WHAT THE TASK ASKS: List all lines in the material below that contain "data".

**********

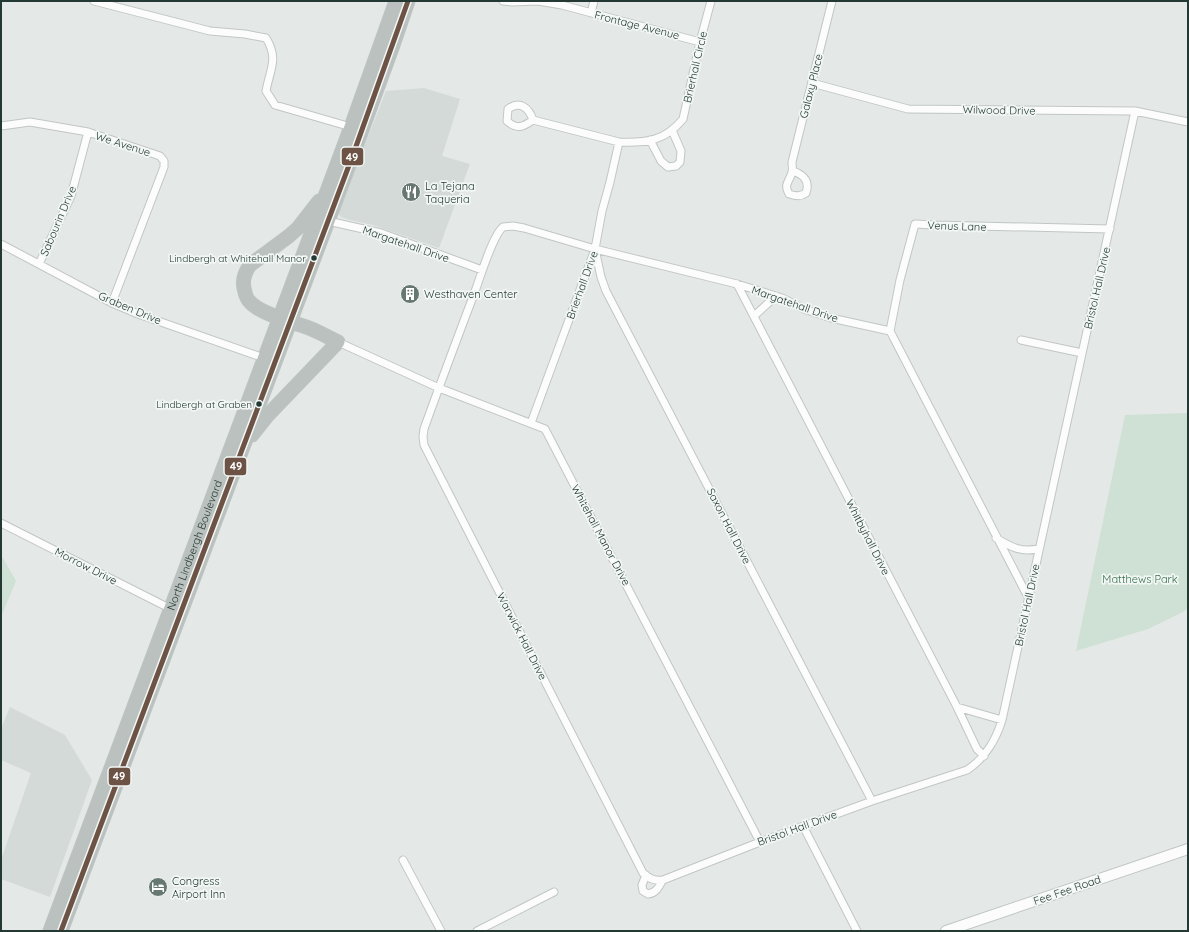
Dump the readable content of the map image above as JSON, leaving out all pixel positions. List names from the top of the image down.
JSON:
{
  "streets": {
    "highway": ["North Lindbergh Boulevard"],
    "street": [
      "Frontage Avenue",
      "Brierhall Circle",
      "Galaxy Place",
      "Wilwood Drive",
      "We Avenue",
      "Sabourin Drive",
      "Venus Lane",
      "Margatehall Drive",
      "Brierhall Drive",
      "Bristol Hall Drive",
      "Graben Drive",
      "Saxon Hall Drive",
      "Whitehall Manor Drive",
      "Whitbyhall Drive",
      "Morrow Drive",
      "Warwick Hall Drive",
      "Fee Fee Road"
    ]
  },
  "crossings": [
    ["Frontage Avenue", "Brierhall Circle"],
    ["Brierhall Circle", "Brierhall Drive"],
    ["Galaxy Place", "Wilwood Drive"],
    ["Wilwood Drive", "Bristol Hall Drive"],
    ["We Avenue", "Sabourin Drive"],
    ["We Avenue", "Graben Drive"],
    ["Sabourin Drive", "Graben Drive"],
    ["Venus Lane", "Margatehall Drive"],
    ["Venus Lane", "Bristol Hall Drive"],
    ["Margatehall Drive", "Brierhall Drive"],
    ["Margatehall Drive", "Saxon Hall Drive"],
    ["Margatehall Drive", "Whitbyhall Drive"],
    ["Margatehall Drive", "North Lindbergh Boulevard"],
    ["Margatehall Drive", "Warwick Hall Drive"],
    ["Brierhall Drive", "Saxon Hall Drive"],
    ["Brierhall Drive", "Whitehall Manor Drive"],
    ["Bristol Hall Drive", "Saxon Hall Drive"],
    ["Bristol Hall Drive", "Whitehall Manor Drive"],
    ["Bristol Hall Drive", "Whitbyhall Drive"],
    ["Bristol Hall Drive", "Warwick Hall Drive"],
    ["Graben Drive", "North Lindbergh Boulevard"],
    ["Whitehall Manor Drive", "Warwick Hall Drive"],
    ["North Lindbergh Boulevard", "Morrow Drive"]
  ],
  "parks": ["Matthews Park"],
  "places": {
    "restaurant": ["La Tejana Taqueria"],
    "other": ["Lindbergh at Whitehall Manor", "Lindbergh at Graben"],
    "building": ["Westhaven Center"],
    "hotel": ["Congress Airport Inn"]
  },
  "lines": ["transit line 49"]
}
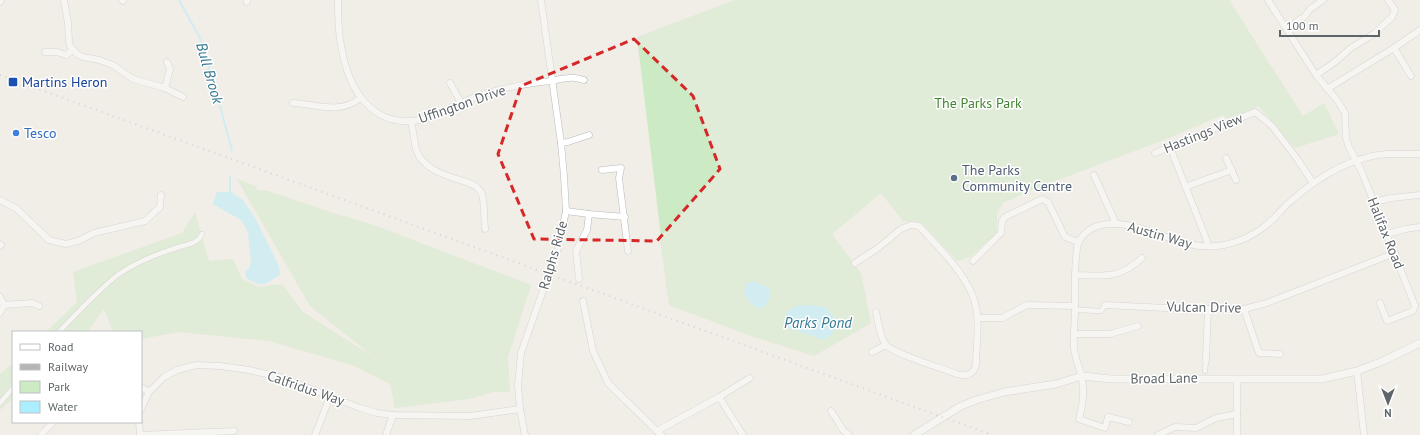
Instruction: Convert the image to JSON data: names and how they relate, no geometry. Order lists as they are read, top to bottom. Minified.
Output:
{"streets":{"street":["Uffington Drive","Hastings View","Halifax Road","Austin Way","Ralphs Ride","Vulcan Drive","Broad Lane","Calfridus Way"]},"crossings":[["Uffington Drive","Ralphs Ride"],["Hastings View","Austin Way"],["Halifax Road","Austin Way"],["Halifax Road","Vulcan Drive"],["Ralphs Ride","Calfridus Way"]],"water":["Bull Brook","Parks Pond"],"parks":["The Parks Park"],"places":{"transit":["Martins Heron"],"other":["Tesco","The Parks Community Centre"]},"legend":["Road","Railway","Park","Water"],"scale_bar":"100 m","north":"bottom"}
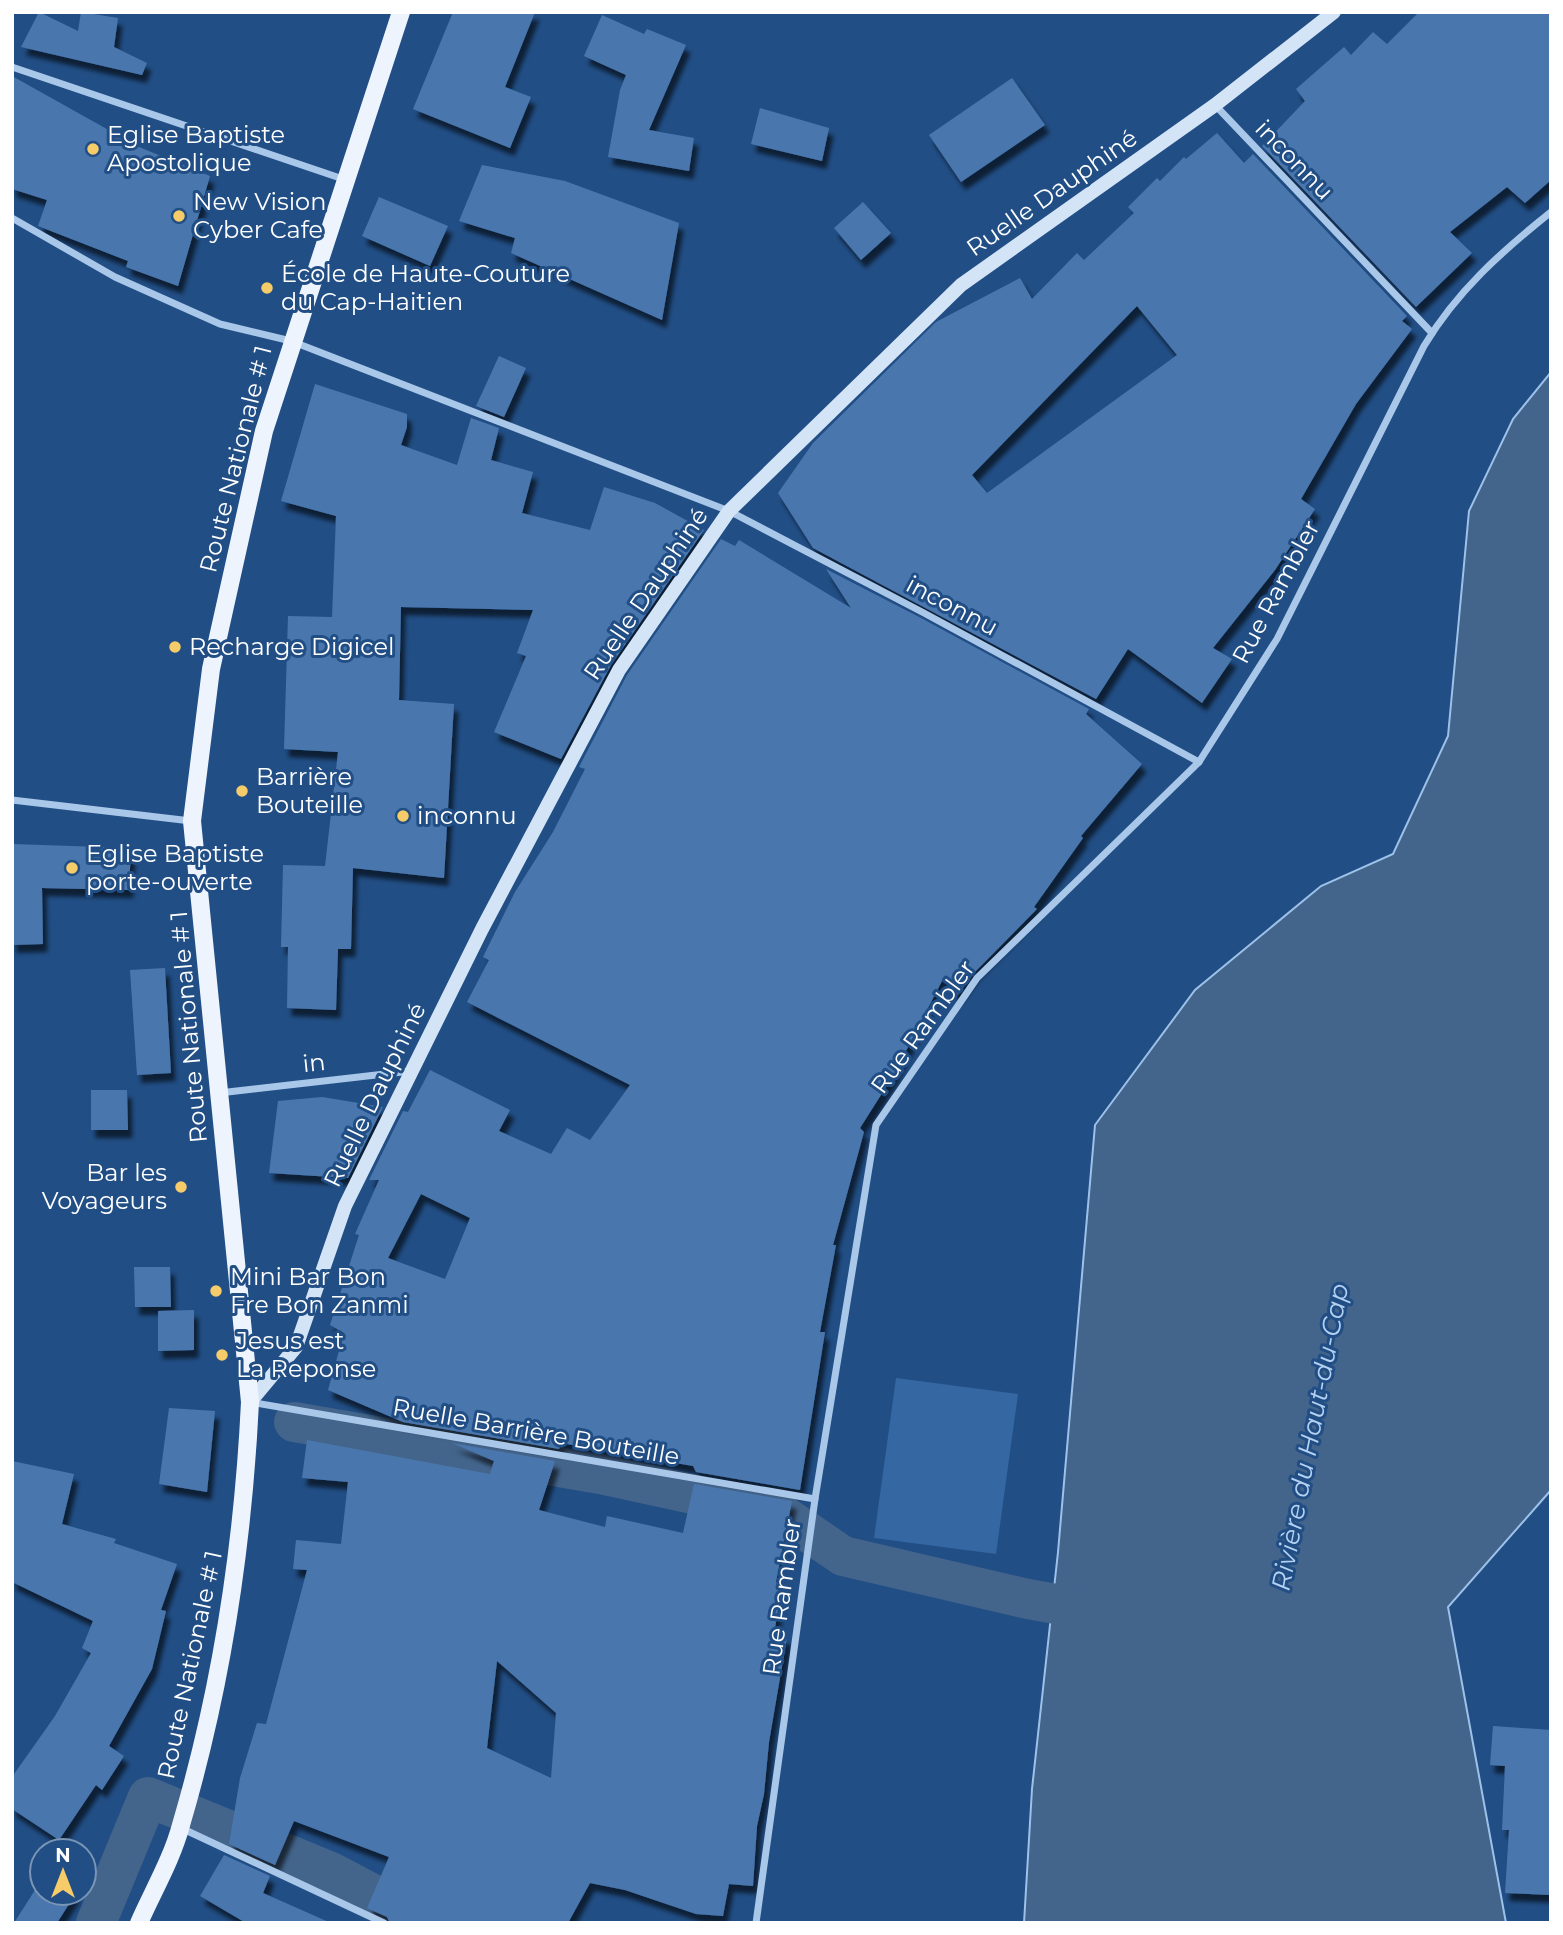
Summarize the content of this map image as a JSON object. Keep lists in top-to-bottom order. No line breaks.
{"streets":{"main road":["Route Nationale # 1"],"street":["inconnu","Ruelle Dauphiné","Rue Rambler","in","Ruelle Barrière Bouteille"]},"crossings":[["inconnu","Ruelle Dauphiné"],["inconnu","Route Nationale # 1"],["inconnu","Rue Rambler"],["Ruelle Dauphiné","Route Nationale # 1"],["Ruelle Dauphiné","in"],["Ruelle Dauphiné","Ruelle Barrière Bouteille"],["Route Nationale # 1","in"],["Route Nationale # 1","Ruelle Barrière Bouteille"],["Rue Rambler","Ruelle Barrière Bouteille"]],"water":["Rivière du Haut-du-Cap"],"places":["Eglise Baptiste Apostolique","New Vision Cyber Cafe","École de Haute-Couture du Cap-Haitien","Recharge Digicel","Barrière Bouteille","inconnu","Eglise Baptiste porte-ouverte","Bar les Voyageurs","Mini Bar Bon Fre Bon Zanmi","Jesus est La Reponse"],"north":"top"}
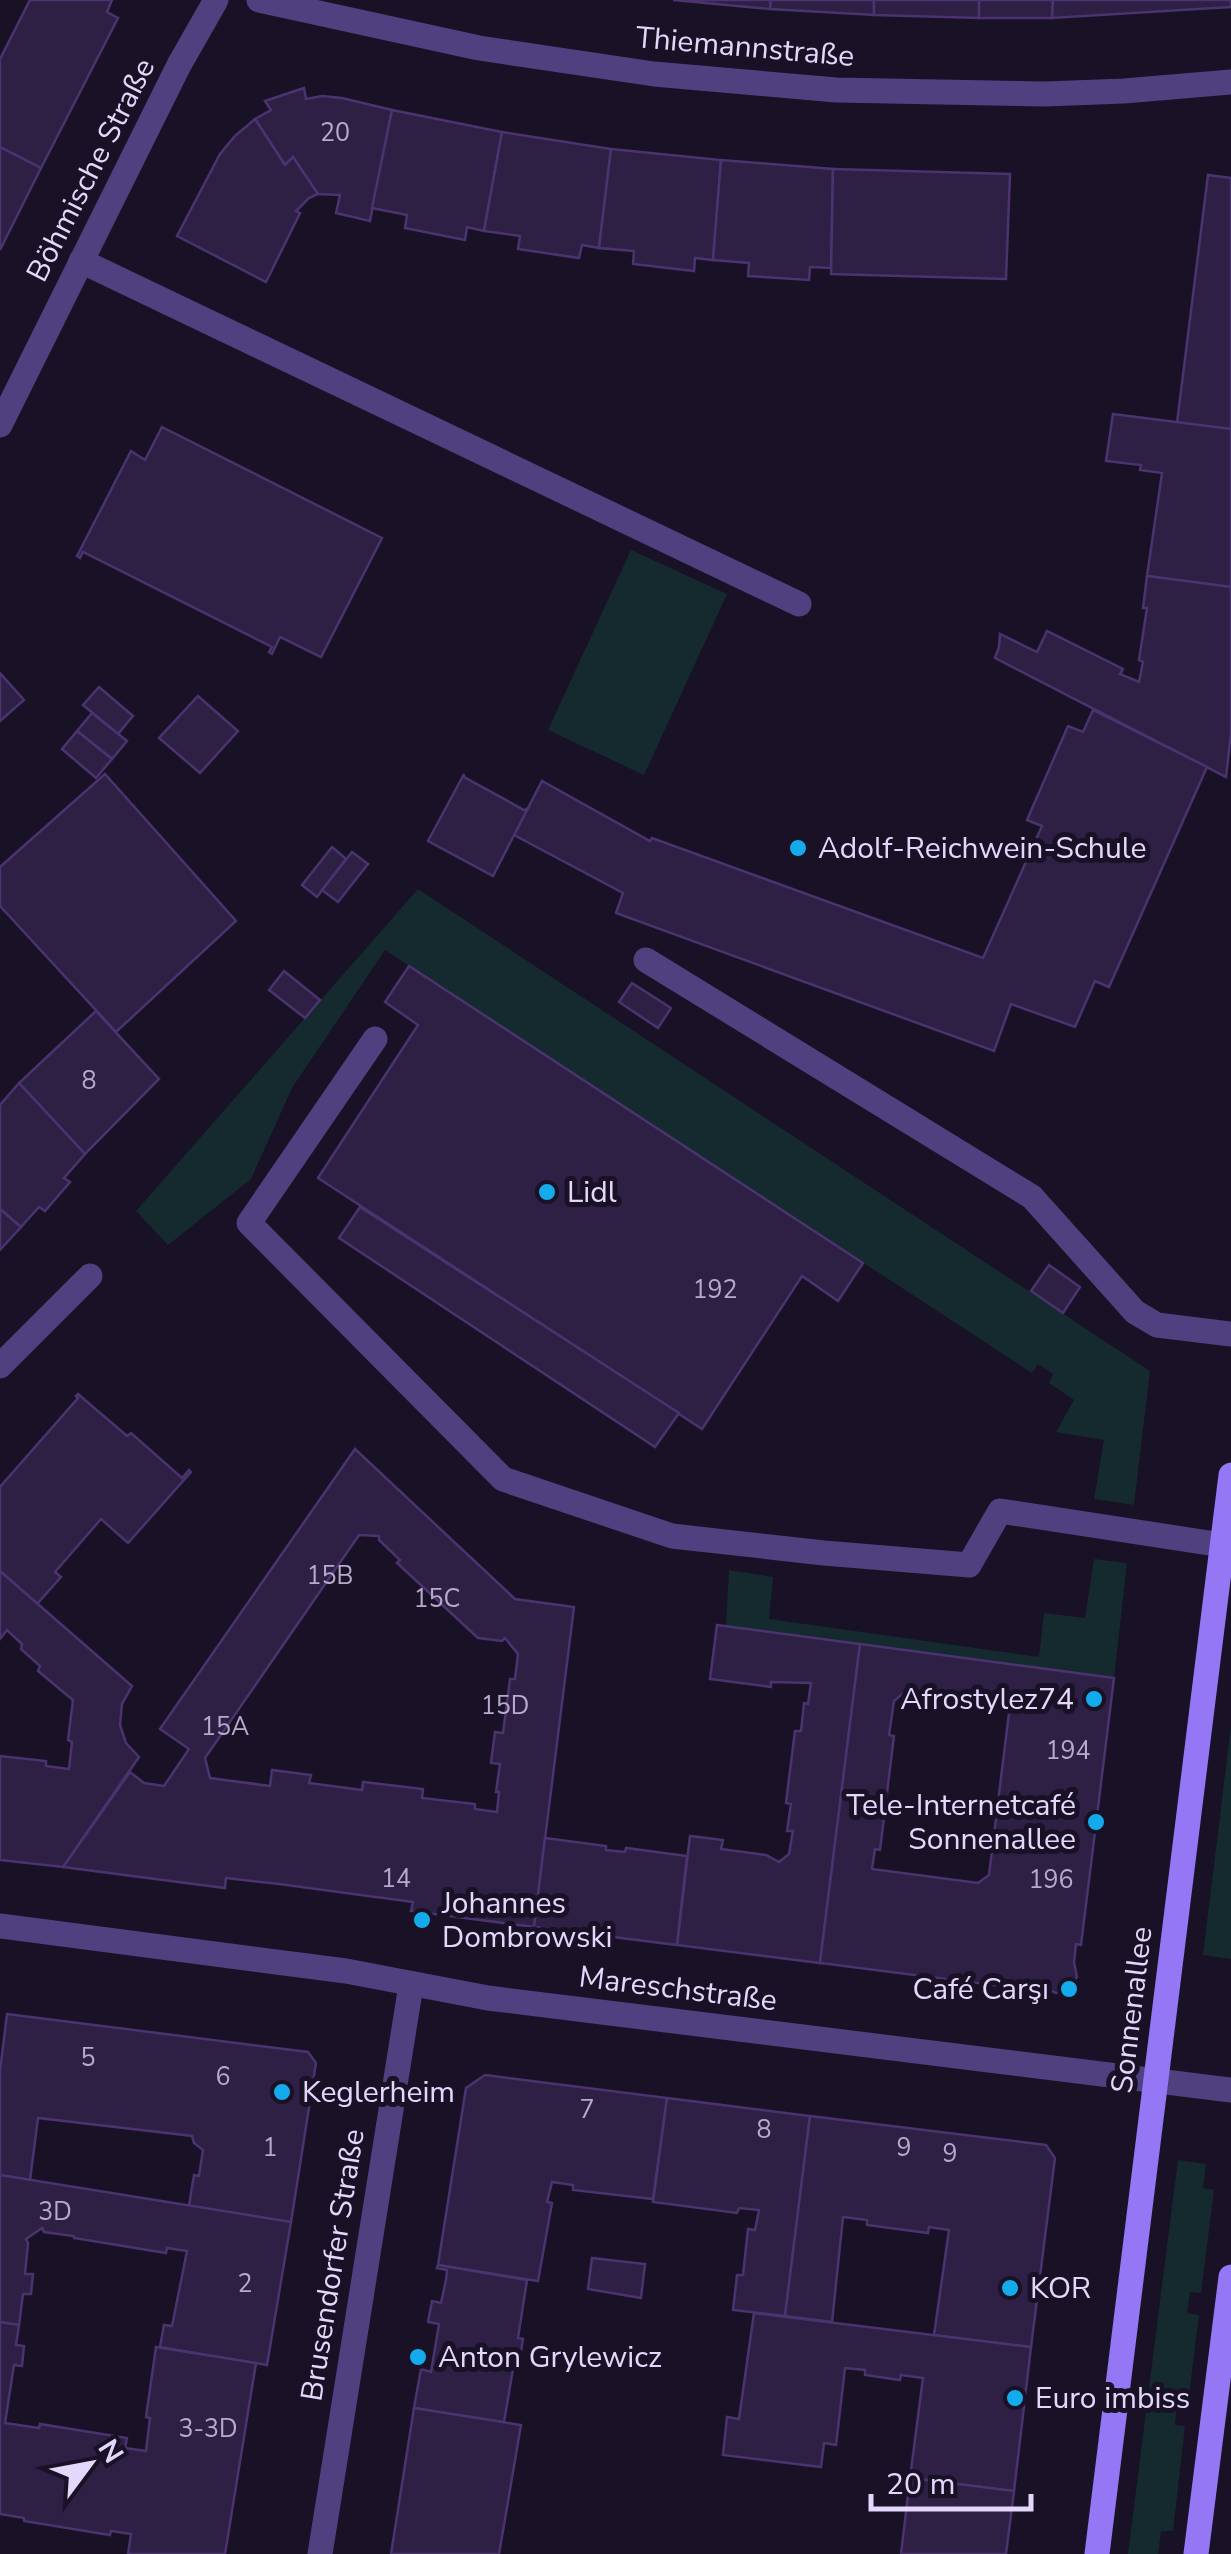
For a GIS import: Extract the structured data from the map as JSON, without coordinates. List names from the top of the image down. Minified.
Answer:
{"streets":{"main road":["Sonnenallee"],"street":["Thiemannstraße","Böhmische Straße","Mareschstraße","Brusendorfer Straße"]},"crossings":[["Mareschstraße","Sonnenallee"],["Mareschstraße","Brusendorfer Straße"]],"places":["Adolf-Reichwein-Schule","Lidl","Afrostylez74","Tele-Internetcafé Sonnenallee","Johannes Dombrowski","Café Carşı","Keglerheim","KOR","Anton Grylewicz","Euro imbiss"],"house_numbers":["20","8","192","15B","15C","15D","15A","194","14","196","5","6","7","8","1","9","9","3D","2","3-3D"],"scale_bar":"20 m","north":"top right"}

**********

ANSWER AREA:
Instruction: Convert the image to JSON data: names and how they relate, no geometry. Order lists as they are read, top to bottom. Minified.
For a GIS import: Extract the structured data from the map as JSON, without coordinates. List names from the top of the image down. Minified.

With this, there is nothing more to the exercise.